1fHigh school junior Terry sat in my classroom at lunchtime and exploded in anguish.  It was good thing the door was closed; he was facing the whiteboard, literally shouting and screaming, throwing his hands in the air in agitation.

“Why is God allowing this to happen?  My aunt is a saint, man, an absolute saint!  She’s a good woman, never done anything bad to anybody!  Why does she have such a brutal cancer?”  He took a breath and turned toward me.  “There are wicked people in the world who openly mock God or abuse children or cheat honest people out of thousands of dollars.  They live the high life, and here’s my aunt dying slowly of cancer. Why would God do this to her?  Why?”

This went on for days and weeks.  I listened.  I walked slowly through the Scriptures.  This isn’t something you rush; Terry’s aunt was suffering greatly.  So was Terry.
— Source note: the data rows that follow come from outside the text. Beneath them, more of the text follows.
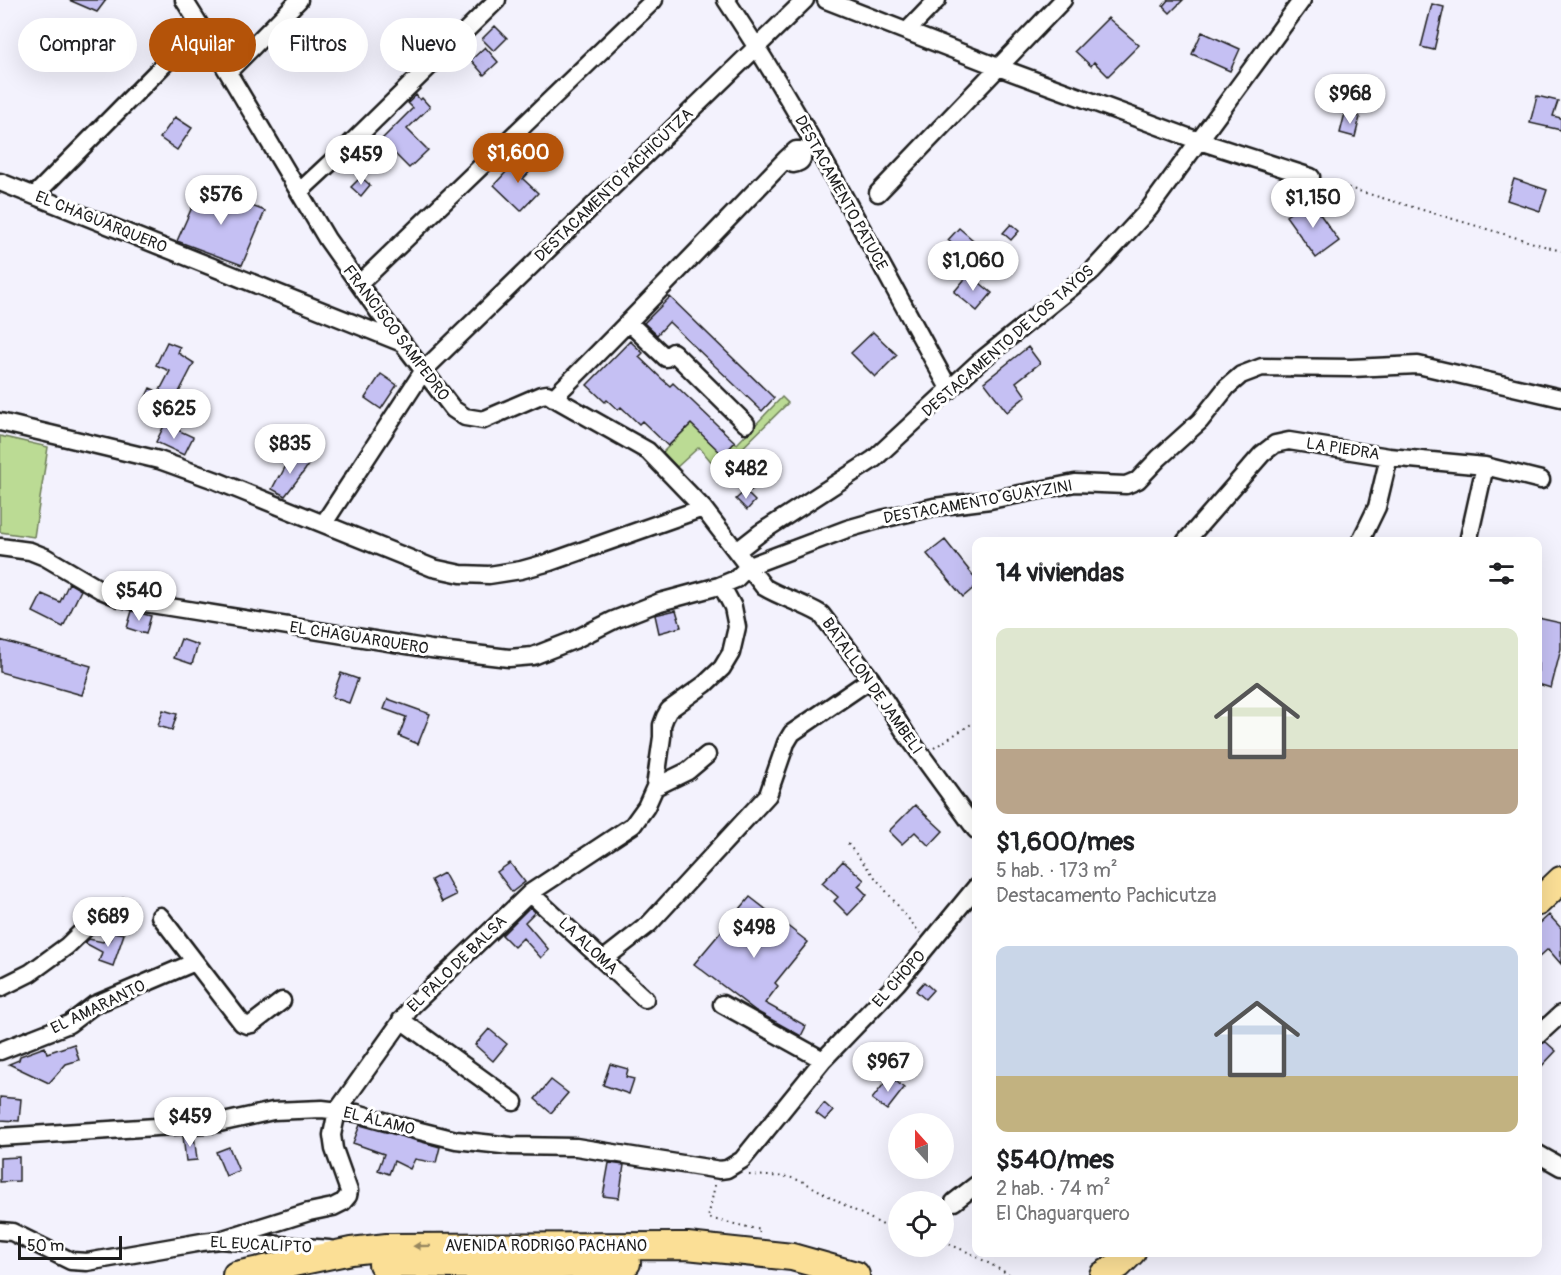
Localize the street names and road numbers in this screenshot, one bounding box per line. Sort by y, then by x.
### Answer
street label: DESTACAMENTO PACHICUTZA [531,104,697,266]
street label: DESTACAMENTO PATUCE [790,112,892,274]
street label: EL CHAGUARQUERO [32,186,170,258]
street label: FRANCISCO SAMPEDRO [339,261,453,405]
street label: DESTACAMENTO DE LOS TAYOS [918,261,1098,421]
street label: LA PIEDRA [1305,433,1381,465]
street label: DESTACAMENTO GUAYZINI [882,476,1074,528]
street label: BATALLON DE JAMBELI [817,614,927,758]
street label: EL CHAGUARQUERO [288,617,430,659]
street label: EL PALO DE BALSA [403,911,511,1017]
street label: LA ALOMA [554,913,622,979]
street label: EL CHOPO [868,946,930,1012]
street label: EL AMARANTO [48,976,148,1038]
street label: EL ÁLAMO [341,1103,417,1139]
street label: EL EUCALIPTO [210,1232,312,1258]
street label: AVENIDA RODRIGO PACHANO [445,1236,647,1256]

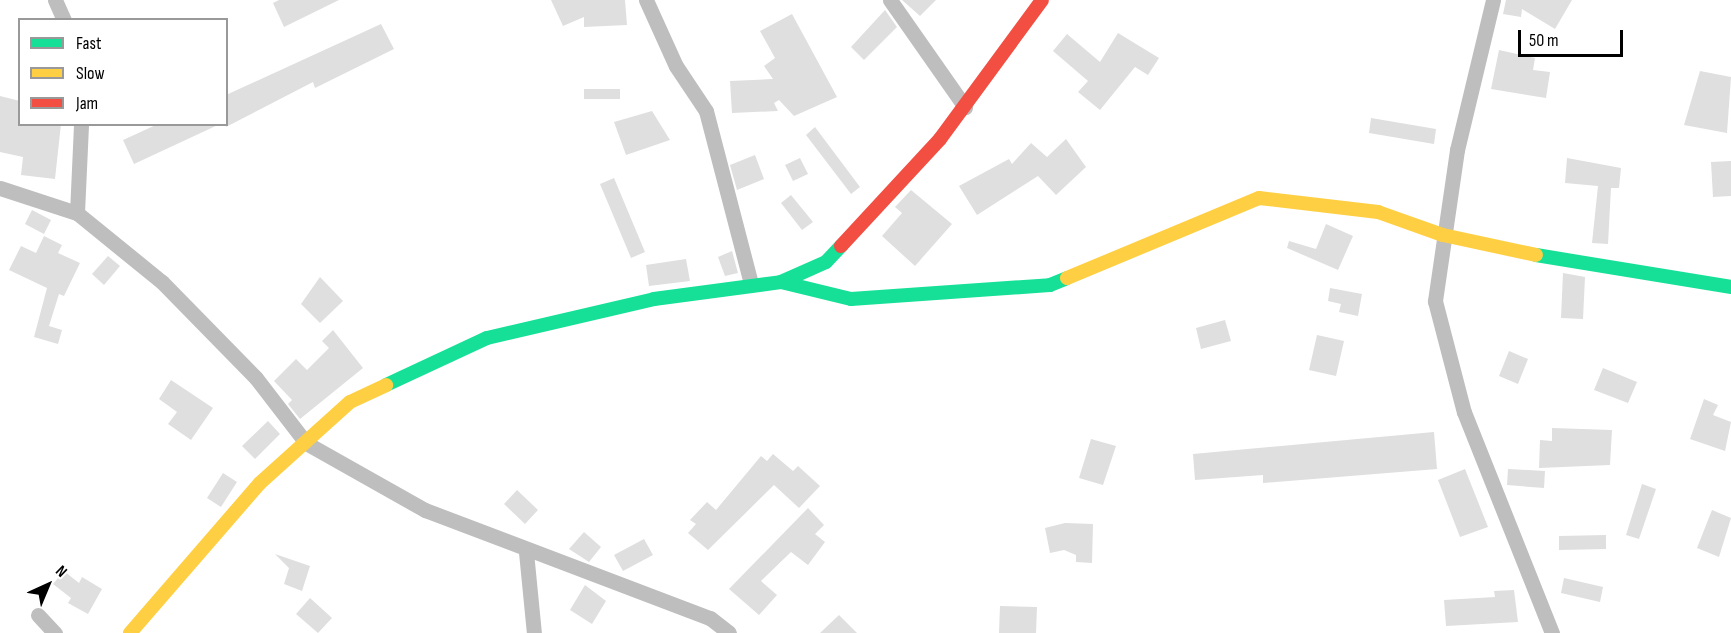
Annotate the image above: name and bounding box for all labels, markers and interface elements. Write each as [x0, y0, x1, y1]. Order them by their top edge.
legend [18, 18, 228, 126]
scale bar [1521, 18, 1626, 56]
text: 50 m [1529, 30, 1559, 51]
text: Fast [76, 33, 101, 54]
text: Slow [76, 63, 105, 84]
text: Jam [76, 93, 98, 114]
north arrow [18, 555, 78, 615]
text: N [51, 562, 71, 581]

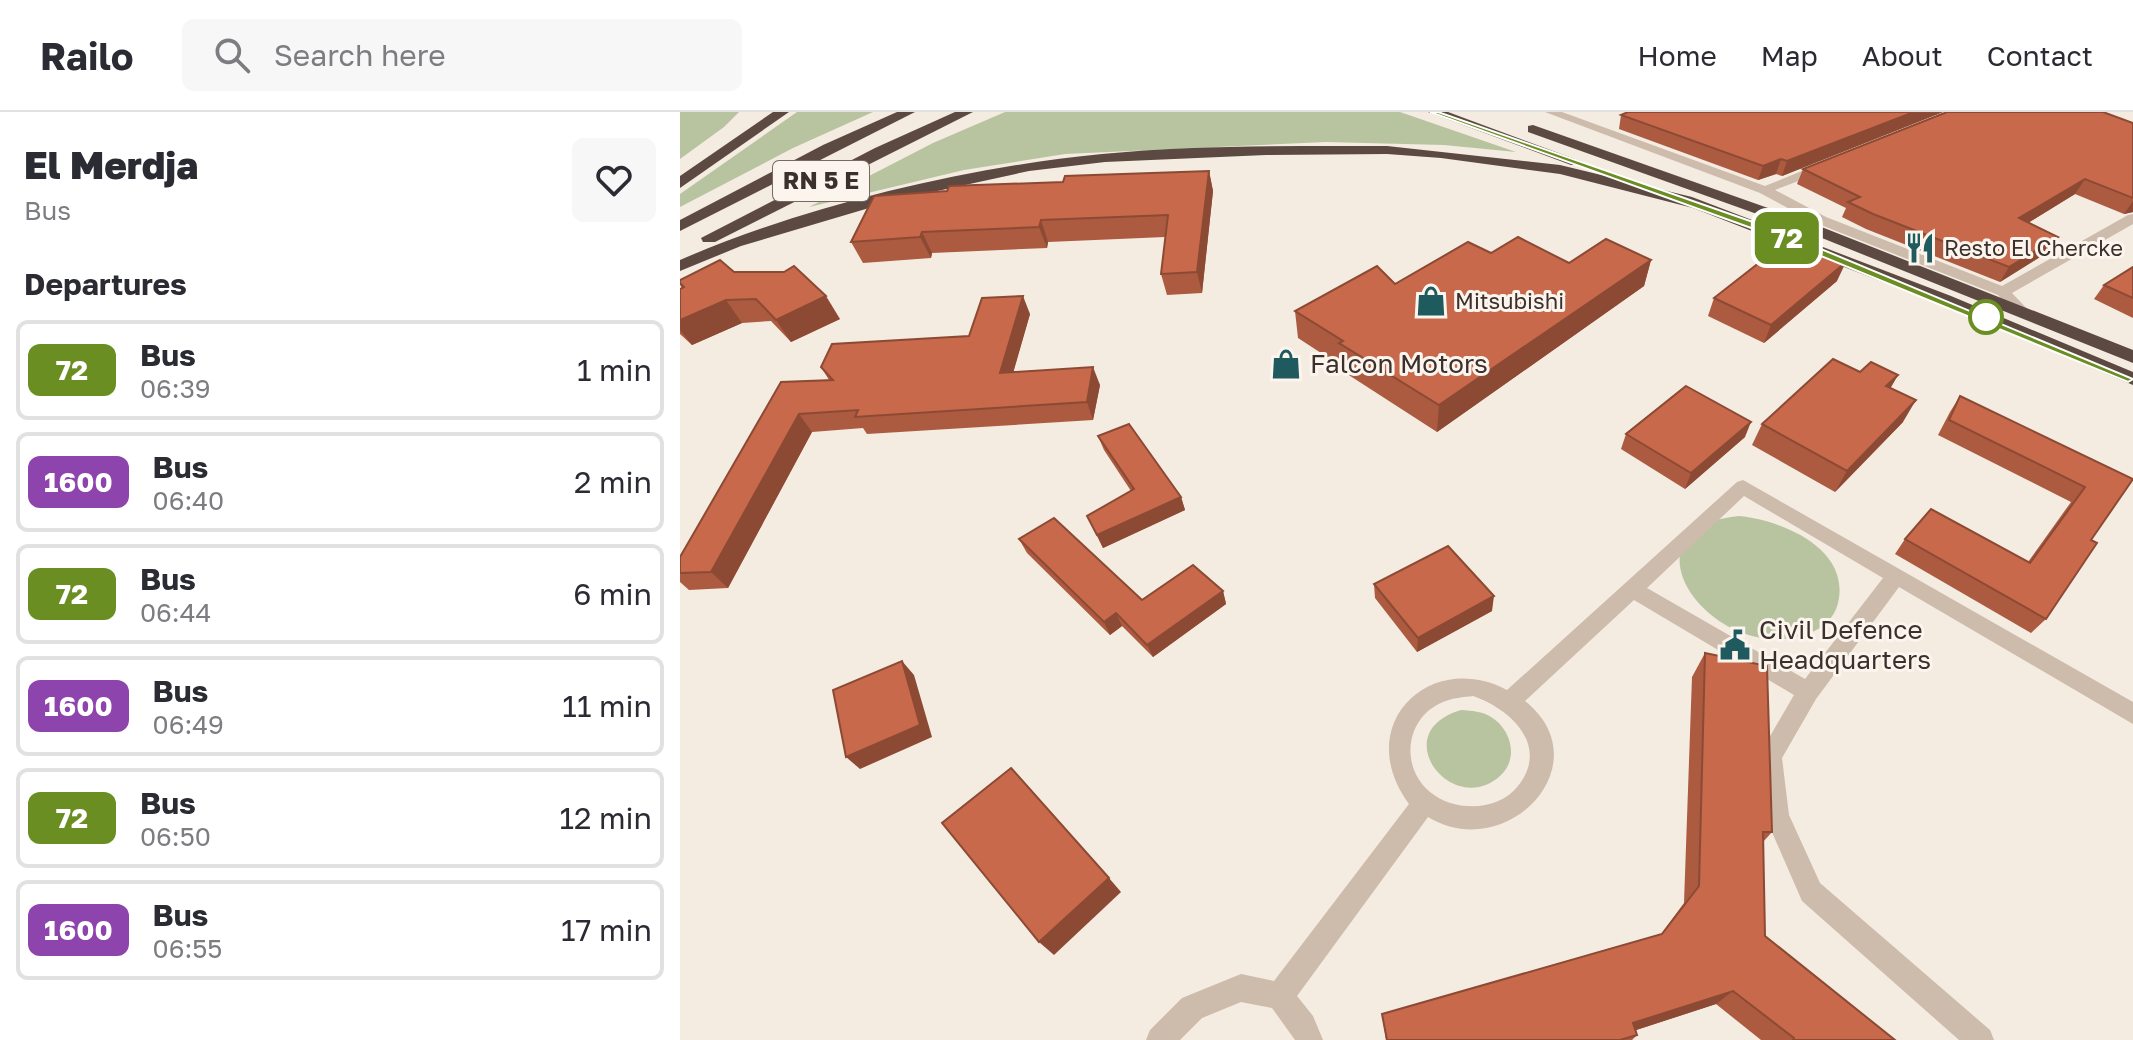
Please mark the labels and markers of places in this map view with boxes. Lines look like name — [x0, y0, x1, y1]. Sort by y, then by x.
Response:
restaurant icon: Resto El Chercke — [1903, 231, 1937, 265]
place label: Resto El Chercke — [1944, 234, 2123, 261]
shop icon: Mitsubishi — [1414, 284, 1448, 318]
place label: Mitsubishi — [1455, 287, 1564, 314]
unlabelled marker — [1969, 300, 2003, 334]
shop icon: Falcon Motors — [1269, 347, 1303, 381]
place label: Falcon Motors — [1310, 348, 1488, 379]
place label: Civil Defence Headquarters — [1759, 614, 1931, 675]
public building icon: Civil Defence Headquarters — [1718, 628, 1752, 662]

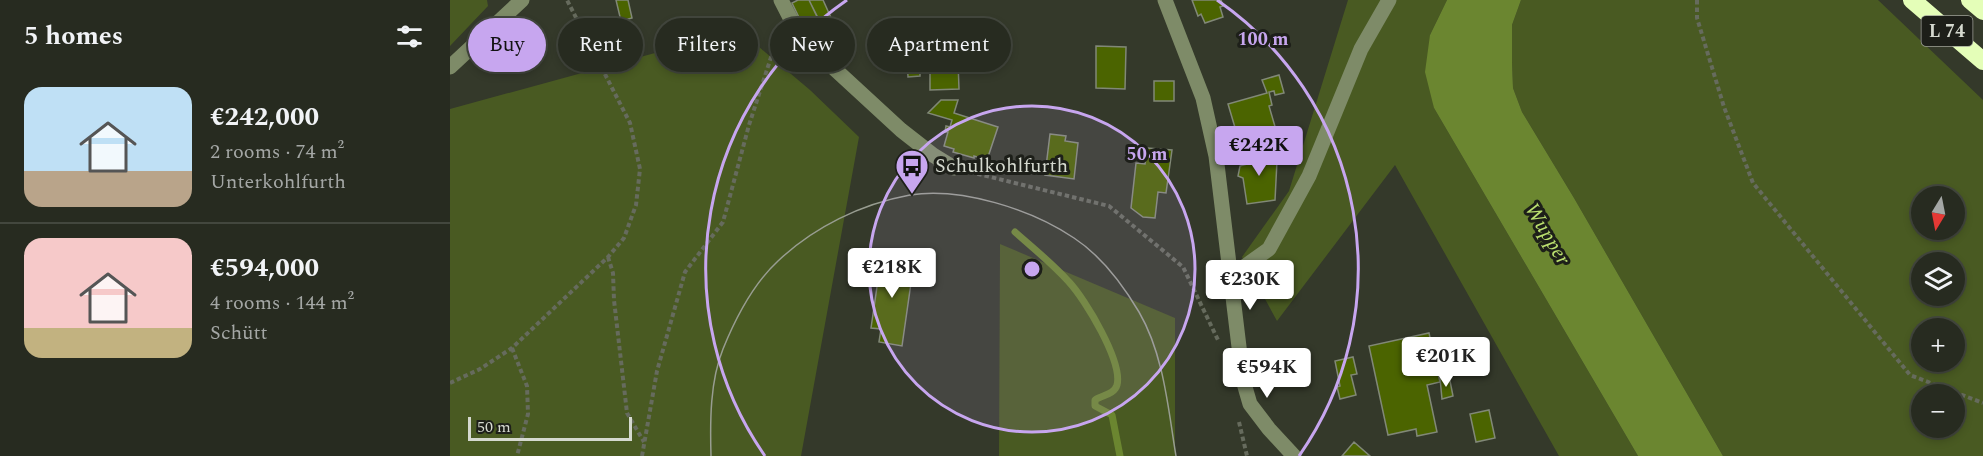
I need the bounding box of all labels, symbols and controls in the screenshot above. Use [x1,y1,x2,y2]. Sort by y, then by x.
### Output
text: 5 homes [24,16,123,56]
road number: L 74 [1922,16,1972,46]
chip: Buy [468,18,546,72]
chip: Rent [558,18,643,72]
chip: Filters [655,18,758,72]
chip: New [770,18,855,72]
chip: Apartment [867,18,1011,72]
icon: filters [393,20,426,53]
text: 100 m [1237,26,1289,53]
text: €242,000 [210,97,319,137]
icon: home [72,111,144,183]
pin: €242K [1217,126,1301,177]
text: €242K [1229,130,1289,160]
text: 2 rooms · 74 m² [210,137,344,167]
text: 50 m [1127,141,1167,168]
bus stop icon: Schulkohlfurth [894,148,930,195]
place label: Schulkohlfurth [935,151,1068,181]
text: Unterkohlfurth [210,167,346,197]
north arrow [1911,186,1965,240]
map controls [1911,186,1965,438]
water label: Wupper [1516,197,1579,272]
text: €594,000 [210,248,319,288]
pin: €218K [850,248,934,299]
text: €218K [862,252,922,282]
button: layers [1911,252,1965,306]
centre of rings [1022,259,1042,279]
pin: €230K [1208,260,1292,311]
icon: home [72,262,144,334]
text: €230K [1220,264,1280,294]
text: 4 rooms · 144 m² [210,288,354,318]
text: Schütt [210,318,268,348]
button: + [1911,318,1965,372]
pin: €201K [1404,337,1488,388]
text: €201K [1416,341,1476,371]
pin: €594K [1225,348,1309,399]
text: €594K [1237,352,1297,382]
button: − [1911,384,1965,438]
scale bar [468,414,632,442]
text: 50 m [477,415,511,439]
On one occasion, Terry sat back, exhausted from his tirade.  “So, Doc,” he said, pulling his chair in my direction, “Have you ever asked God why He does this kind of stuff?”

This kind of stuff.

Yes, I remembered a very vivid time.  I shared with Terry the time I left a safe and secure local church ministry position to take a dream job in publishing as head writer for a whole new national ministry.  I had created a youth group discipleship program, and a Christian publishing company had caught wind of my project – they wanted to make it a nationwide outreach.  From the first day I set foot in the building, the dream came true, above and beyond anything I could imagine.  Our books and programs were selling like hotcakes; the project sold more than anything else in the company’s twenty-five year history.   The initial plan was to establish the ministry in ten states within a year; we accomplished that in less than seven days.  We were in thirty states and Canada within the first month.  I was on the road or in a plane virtually every week, traveling and speaking to youth groups, camps, conferences and churches across the country.

And the whole thing imploded within eleven months.

The head of the company was caught red-handed in a scandal and wouldn’t go down without a fight.  Paranoia set in, and we all because casualties.  I, a newcomer, was collateral damage and lost my job. In fact, in order to cover their tracks, the company brass enacted a smear campaign on a number of us through a nationwide letter campaign.  My wife and I were getting phone calls at our home on a nightly basis from all over the country – from people we considered friends, mind you – berating us and ending their relationship. We stared at each other in disbelief, crushed by the avalanche of events.  Worse yet, the company booted me out and kept my idea.  It had taken me five years to develop the program and it was gone, just like that.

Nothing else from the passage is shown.